In the material below, list every line carrying the string "bounding".
[SOURCE DATA]
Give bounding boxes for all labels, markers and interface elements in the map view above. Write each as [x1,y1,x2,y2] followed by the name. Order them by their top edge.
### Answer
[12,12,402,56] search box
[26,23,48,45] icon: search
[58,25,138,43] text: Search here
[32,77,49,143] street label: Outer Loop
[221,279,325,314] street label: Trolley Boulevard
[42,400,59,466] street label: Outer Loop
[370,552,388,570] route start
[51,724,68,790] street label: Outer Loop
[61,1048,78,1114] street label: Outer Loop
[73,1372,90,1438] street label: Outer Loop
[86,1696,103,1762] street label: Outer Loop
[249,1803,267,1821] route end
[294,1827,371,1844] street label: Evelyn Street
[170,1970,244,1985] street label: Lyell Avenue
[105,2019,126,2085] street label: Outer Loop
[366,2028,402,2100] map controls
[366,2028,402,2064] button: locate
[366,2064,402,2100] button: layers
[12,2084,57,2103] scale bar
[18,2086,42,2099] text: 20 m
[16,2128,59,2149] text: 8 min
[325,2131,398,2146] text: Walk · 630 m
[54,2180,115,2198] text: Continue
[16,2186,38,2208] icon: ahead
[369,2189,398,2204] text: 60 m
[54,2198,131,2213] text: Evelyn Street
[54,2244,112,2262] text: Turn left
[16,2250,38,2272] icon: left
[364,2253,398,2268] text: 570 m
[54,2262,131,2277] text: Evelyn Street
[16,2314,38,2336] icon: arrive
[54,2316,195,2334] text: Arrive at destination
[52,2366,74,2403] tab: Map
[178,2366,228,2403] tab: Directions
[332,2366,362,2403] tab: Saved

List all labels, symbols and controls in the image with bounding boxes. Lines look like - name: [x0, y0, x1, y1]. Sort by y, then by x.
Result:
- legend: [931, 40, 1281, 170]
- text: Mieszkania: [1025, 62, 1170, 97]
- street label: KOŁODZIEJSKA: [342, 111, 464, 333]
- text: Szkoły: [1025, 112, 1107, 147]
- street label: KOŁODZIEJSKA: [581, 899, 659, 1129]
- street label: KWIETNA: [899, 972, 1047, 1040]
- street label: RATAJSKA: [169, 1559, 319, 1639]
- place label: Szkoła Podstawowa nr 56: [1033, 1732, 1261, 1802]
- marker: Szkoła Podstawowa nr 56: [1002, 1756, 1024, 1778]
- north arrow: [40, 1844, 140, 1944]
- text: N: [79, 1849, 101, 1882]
[/SOURCE DATA]
_RESPONSE TO THIS EXERCISE_
Give bounding boxes for all labels, markers and interface elements in the map view above. Write each as [x1,y1,x2,y2] followed by the name. Order them by their top edge.
List all labels, symbols and controls in the image with bounding boxes. Lines look like - name: [x0, y0, x1, y1]. Sort by y, then by x.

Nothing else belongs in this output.